→ PROVIDED RECORDS
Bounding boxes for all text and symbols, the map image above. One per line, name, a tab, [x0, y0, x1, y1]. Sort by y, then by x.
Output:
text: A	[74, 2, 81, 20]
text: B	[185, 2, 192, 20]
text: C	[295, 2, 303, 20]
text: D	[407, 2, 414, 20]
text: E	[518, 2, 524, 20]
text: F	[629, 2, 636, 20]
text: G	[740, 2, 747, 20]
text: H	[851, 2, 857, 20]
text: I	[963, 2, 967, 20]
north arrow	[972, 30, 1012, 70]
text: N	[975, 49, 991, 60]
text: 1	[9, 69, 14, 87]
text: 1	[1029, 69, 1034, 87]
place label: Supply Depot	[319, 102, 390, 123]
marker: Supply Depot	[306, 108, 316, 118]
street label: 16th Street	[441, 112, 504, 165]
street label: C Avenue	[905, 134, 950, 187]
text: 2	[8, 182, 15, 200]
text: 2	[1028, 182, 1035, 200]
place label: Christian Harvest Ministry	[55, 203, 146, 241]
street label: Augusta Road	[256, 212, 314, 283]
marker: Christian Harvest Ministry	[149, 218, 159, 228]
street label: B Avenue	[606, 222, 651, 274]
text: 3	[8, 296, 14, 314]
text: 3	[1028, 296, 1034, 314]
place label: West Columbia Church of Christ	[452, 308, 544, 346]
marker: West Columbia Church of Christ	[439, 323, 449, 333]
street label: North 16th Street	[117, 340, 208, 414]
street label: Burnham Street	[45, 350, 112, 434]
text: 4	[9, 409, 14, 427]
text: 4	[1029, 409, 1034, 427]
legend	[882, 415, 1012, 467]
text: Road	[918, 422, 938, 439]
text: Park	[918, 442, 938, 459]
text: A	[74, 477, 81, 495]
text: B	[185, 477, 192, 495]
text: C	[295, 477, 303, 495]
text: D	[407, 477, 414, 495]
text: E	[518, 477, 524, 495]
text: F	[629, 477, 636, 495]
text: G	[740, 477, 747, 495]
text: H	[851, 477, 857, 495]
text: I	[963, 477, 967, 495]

→ WORK TO BE COMPLETED
All the records above must be transcribed without a single change to any word.

→ RESPONSE BELOW
Bounding boxes for all text and symbols, the map image above. One per line, name, a tab, [x0, y0, x1, y1]. Sort by y, then by x.
Output:
text: A	[74, 2, 81, 20]
text: B	[185, 2, 192, 20]
text: C	[295, 2, 303, 20]
text: D	[407, 2, 414, 20]
text: E	[518, 2, 524, 20]
text: F	[629, 2, 636, 20]
text: G	[740, 2, 747, 20]
text: H	[851, 2, 857, 20]
text: I	[963, 2, 967, 20]
north arrow	[972, 30, 1012, 70]
text: N	[975, 49, 991, 60]
text: 1	[9, 69, 14, 87]
text: 1	[1029, 69, 1034, 87]
place label: Supply Depot	[319, 102, 390, 123]
marker: Supply Depot	[306, 108, 316, 118]
street label: 16th Street	[441, 112, 504, 165]
street label: C Avenue	[905, 134, 950, 187]
text: 2	[8, 182, 15, 200]
text: 2	[1028, 182, 1035, 200]
place label: Christian Harvest Ministry	[55, 203, 146, 241]
street label: Augusta Road	[256, 212, 314, 283]
marker: Christian Harvest Ministry	[149, 218, 159, 228]
street label: B Avenue	[606, 222, 651, 274]
text: 3	[8, 296, 14, 314]
text: 3	[1028, 296, 1034, 314]
place label: West Columbia Church of Christ	[452, 308, 544, 346]
marker: West Columbia Church of Christ	[439, 323, 449, 333]
street label: North 16th Street	[117, 340, 208, 414]
street label: Burnham Street	[45, 350, 112, 434]
text: 4	[9, 409, 14, 427]
text: 4	[1029, 409, 1034, 427]
legend	[882, 415, 1012, 467]
text: Road	[918, 422, 938, 439]
text: Park	[918, 442, 938, 459]
text: A	[74, 477, 81, 495]
text: B	[185, 477, 192, 495]
text: C	[295, 477, 303, 495]
text: D	[407, 477, 414, 495]
text: E	[518, 477, 524, 495]
text: F	[629, 477, 636, 495]
text: G	[740, 477, 747, 495]
text: H	[851, 477, 857, 495]
text: I	[963, 477, 967, 495]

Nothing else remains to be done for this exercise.